### What the task asks
For this exercise, return exactly the lines of the material below that begin at the one with "width:40px; border:2px solid" and stop after the one with "position:absolute; left:24px; top:1422px;".
○ ○ ○ ○ ○ ○ ○
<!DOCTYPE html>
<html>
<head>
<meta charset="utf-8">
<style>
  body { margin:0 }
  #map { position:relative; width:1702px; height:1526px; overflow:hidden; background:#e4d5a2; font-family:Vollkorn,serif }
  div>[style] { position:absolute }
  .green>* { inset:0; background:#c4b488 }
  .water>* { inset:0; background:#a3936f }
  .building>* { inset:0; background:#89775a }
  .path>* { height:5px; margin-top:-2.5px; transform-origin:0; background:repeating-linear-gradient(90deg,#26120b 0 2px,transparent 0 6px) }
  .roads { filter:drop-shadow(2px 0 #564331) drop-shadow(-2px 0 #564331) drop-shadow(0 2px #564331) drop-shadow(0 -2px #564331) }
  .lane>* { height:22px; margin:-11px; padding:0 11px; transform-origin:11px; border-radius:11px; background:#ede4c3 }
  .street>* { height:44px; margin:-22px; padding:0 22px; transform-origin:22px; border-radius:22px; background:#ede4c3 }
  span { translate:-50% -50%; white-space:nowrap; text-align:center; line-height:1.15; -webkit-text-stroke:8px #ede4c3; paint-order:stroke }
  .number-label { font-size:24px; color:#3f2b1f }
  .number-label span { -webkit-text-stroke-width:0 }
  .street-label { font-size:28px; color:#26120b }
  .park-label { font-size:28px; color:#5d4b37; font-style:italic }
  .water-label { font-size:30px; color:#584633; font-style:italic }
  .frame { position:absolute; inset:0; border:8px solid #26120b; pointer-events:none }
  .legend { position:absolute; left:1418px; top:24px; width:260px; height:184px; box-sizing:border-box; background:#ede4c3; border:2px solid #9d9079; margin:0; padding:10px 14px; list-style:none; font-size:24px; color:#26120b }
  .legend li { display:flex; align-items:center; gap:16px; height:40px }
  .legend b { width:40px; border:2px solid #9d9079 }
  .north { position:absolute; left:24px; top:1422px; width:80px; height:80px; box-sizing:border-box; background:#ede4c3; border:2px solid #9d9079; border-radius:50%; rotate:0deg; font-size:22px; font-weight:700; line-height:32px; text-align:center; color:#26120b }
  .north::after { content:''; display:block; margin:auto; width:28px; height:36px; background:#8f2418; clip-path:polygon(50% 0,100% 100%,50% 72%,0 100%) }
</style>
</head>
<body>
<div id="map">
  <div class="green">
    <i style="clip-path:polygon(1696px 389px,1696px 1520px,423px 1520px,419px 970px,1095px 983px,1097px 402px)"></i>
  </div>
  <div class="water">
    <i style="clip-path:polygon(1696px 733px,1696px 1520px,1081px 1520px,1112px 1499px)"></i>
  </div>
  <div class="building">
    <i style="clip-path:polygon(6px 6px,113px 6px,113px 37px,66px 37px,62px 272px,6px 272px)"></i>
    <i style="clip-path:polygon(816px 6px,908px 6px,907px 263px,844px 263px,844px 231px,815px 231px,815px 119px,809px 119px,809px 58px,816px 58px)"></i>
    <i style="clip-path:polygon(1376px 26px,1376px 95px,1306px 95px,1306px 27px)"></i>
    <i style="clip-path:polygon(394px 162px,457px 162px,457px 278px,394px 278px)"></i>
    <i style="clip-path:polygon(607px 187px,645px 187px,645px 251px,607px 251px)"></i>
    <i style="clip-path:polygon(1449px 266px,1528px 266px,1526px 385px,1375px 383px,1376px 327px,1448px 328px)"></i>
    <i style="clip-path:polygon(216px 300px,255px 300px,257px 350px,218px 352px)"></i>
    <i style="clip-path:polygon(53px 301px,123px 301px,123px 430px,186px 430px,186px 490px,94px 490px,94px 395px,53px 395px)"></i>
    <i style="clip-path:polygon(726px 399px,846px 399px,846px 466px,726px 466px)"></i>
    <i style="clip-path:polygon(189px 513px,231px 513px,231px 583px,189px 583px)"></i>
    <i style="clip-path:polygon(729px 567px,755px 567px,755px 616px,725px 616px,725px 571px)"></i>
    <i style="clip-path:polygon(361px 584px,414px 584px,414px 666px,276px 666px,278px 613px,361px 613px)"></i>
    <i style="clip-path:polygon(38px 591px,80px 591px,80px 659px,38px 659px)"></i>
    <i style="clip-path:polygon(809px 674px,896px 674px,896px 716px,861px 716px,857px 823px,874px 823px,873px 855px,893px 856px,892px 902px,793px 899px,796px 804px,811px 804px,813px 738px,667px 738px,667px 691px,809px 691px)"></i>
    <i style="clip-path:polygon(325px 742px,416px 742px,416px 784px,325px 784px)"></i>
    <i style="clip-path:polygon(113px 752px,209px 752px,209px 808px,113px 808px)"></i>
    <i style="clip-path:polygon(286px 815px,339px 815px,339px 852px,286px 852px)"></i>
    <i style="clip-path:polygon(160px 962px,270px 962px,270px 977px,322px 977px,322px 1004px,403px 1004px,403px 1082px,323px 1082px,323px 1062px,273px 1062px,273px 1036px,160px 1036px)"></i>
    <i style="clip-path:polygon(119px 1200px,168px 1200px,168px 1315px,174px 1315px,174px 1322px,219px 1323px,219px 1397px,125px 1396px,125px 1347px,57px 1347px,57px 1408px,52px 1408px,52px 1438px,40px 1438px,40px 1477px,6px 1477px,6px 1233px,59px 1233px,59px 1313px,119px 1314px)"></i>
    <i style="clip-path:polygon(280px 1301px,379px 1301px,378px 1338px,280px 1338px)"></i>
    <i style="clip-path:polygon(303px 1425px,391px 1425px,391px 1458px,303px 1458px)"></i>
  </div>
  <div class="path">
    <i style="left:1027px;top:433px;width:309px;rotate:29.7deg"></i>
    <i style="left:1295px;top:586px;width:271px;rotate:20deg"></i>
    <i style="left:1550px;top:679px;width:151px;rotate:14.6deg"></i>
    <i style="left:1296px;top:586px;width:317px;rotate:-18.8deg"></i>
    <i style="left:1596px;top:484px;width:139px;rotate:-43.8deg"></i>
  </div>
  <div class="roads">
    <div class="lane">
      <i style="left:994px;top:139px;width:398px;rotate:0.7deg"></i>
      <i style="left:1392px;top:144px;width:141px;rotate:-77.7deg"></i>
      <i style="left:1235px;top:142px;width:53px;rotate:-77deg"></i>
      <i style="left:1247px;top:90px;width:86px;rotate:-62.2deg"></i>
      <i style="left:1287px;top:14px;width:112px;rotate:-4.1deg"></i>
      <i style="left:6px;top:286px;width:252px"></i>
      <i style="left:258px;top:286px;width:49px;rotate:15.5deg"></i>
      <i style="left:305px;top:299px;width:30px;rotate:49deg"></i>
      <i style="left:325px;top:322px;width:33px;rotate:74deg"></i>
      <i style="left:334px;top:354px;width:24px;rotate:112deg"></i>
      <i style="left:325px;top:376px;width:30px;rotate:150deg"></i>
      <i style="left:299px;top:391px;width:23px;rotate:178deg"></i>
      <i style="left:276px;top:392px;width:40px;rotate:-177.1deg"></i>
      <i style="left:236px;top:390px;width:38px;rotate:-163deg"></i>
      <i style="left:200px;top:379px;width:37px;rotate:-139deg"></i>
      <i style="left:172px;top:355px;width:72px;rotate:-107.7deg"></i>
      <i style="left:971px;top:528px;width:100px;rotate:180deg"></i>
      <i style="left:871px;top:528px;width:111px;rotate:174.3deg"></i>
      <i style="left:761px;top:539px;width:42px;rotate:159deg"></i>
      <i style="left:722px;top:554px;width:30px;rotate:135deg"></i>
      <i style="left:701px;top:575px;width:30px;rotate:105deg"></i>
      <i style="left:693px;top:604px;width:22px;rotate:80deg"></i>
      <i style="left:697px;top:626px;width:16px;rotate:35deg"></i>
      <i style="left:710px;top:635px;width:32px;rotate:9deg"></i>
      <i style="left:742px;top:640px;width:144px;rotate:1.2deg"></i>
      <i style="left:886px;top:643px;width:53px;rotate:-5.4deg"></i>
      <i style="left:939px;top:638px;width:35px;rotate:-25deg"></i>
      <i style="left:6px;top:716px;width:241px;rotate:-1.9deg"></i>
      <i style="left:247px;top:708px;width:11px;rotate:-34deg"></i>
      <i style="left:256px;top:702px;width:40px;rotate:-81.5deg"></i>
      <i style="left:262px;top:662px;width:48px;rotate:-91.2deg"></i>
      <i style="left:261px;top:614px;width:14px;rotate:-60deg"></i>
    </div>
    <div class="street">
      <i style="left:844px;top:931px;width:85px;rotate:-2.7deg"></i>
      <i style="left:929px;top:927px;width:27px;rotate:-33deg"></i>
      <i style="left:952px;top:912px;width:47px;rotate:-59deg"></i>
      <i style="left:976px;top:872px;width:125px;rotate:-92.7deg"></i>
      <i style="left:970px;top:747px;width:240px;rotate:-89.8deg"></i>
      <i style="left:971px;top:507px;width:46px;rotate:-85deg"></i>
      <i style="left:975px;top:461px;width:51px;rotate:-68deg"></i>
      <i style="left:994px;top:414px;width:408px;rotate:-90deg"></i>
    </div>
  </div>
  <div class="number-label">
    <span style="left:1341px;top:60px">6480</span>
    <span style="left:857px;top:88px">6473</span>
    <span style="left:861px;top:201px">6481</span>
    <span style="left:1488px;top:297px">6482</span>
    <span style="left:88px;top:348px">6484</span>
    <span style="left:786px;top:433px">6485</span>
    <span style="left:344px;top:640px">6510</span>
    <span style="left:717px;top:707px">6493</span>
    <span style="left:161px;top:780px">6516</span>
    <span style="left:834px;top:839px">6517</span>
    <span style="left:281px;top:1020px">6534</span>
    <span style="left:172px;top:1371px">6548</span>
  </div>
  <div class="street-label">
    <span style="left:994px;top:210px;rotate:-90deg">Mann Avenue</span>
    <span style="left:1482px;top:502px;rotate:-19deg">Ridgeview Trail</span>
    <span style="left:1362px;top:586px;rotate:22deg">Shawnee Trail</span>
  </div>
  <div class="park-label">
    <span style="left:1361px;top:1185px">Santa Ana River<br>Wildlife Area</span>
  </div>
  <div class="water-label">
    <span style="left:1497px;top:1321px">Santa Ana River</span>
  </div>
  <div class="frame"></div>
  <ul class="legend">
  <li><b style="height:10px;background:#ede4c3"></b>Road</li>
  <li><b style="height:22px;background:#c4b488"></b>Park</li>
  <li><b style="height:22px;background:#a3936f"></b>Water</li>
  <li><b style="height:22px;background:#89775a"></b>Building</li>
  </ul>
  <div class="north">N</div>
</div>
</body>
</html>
○ ○ ○ ○ ○ ○ ○
### Response box
  .legend b { width:40px; border:2px solid #9d9079 }
  .north { position:absolute; left:24px; top:1422px; width:80px; height:80px; box-sizing:border-box; background:#ede4c3; border:2px solid #9d9079; border-radius:50%; rotate:0deg; font-size:22px; font-weight:700; line-height:32px; text-align:center; color:#26120b }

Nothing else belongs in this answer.